06.02.2020 à 13:47

UlsterBombe fixée à un camion en Irlande du Nord

Alertée sur la présence d'un véhicule piégé dans un ferry la nuit du Brexit, la police a découvert plusieurs jours après un engin explosif fixé à un camion.

Le niveau de menace lié au terrorisme en Irlande du Nord est qualifié de «grave» par les autorités.

Le niveau de menace lié au terrorisme en Irlande du Nord est qualifié de «grave» par les autorités.

Keystone

La police britannique a annoncé jeudi avoir trouvé une bombe fixée à un camion en Irlande du Nord après avoir été alertée sur un véhicule piégé devant exploser au moment du Brexit, et a accusé des «républicains dissidents».

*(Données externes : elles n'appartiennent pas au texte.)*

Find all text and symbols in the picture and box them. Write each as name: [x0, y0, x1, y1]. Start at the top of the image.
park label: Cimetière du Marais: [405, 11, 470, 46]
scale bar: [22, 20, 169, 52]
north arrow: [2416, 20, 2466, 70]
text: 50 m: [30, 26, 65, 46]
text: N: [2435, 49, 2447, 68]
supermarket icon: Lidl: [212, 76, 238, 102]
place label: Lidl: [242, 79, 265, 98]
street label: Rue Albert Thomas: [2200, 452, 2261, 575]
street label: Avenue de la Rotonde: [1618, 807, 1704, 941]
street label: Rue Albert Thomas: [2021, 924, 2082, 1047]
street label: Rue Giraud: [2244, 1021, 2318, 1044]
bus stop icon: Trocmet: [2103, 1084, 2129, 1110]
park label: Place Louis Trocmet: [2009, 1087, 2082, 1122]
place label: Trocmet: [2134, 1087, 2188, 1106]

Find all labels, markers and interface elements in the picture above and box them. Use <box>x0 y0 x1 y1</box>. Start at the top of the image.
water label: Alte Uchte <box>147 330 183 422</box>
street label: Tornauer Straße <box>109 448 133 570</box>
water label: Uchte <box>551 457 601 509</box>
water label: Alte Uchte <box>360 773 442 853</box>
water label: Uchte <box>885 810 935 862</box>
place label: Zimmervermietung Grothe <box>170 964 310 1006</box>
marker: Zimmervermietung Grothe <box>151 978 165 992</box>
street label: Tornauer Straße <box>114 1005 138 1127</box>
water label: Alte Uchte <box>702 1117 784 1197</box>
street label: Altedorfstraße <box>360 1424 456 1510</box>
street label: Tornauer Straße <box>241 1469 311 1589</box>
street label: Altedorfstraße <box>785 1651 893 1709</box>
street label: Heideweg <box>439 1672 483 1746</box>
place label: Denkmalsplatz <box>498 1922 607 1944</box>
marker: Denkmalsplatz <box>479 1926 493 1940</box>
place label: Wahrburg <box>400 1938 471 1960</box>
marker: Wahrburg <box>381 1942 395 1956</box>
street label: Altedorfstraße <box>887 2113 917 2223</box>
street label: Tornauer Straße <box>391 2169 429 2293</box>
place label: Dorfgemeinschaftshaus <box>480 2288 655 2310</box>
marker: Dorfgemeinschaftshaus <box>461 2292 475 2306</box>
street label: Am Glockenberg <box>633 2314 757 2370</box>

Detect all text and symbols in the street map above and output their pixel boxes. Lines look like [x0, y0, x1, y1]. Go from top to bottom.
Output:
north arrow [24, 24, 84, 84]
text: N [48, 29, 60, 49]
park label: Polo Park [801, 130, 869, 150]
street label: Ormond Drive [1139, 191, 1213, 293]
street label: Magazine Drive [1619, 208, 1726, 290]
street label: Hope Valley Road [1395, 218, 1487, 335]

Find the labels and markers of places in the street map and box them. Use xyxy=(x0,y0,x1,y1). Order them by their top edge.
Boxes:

Dans un communiqué, la police d'Irlande du Nord a expliqué avoir reçu le 31 janvier des informations, selon lesquelles un engin explosif avait été placé dans un camion devant voyager en ferry le soir même entre l'Irlande du Nord et et la Grande-Bretagne.

Des fouilles n'avaient alors rien donné et c'est finalement plusieurs jours plus tard, dans une zone industrielle d'Irlande du Nord, à une quarantaine de kilomètres à l'ouest de Belfast, que de nouvelles informations avaient permis de retrouver un engin explosif fixé à un camion, selon la même source.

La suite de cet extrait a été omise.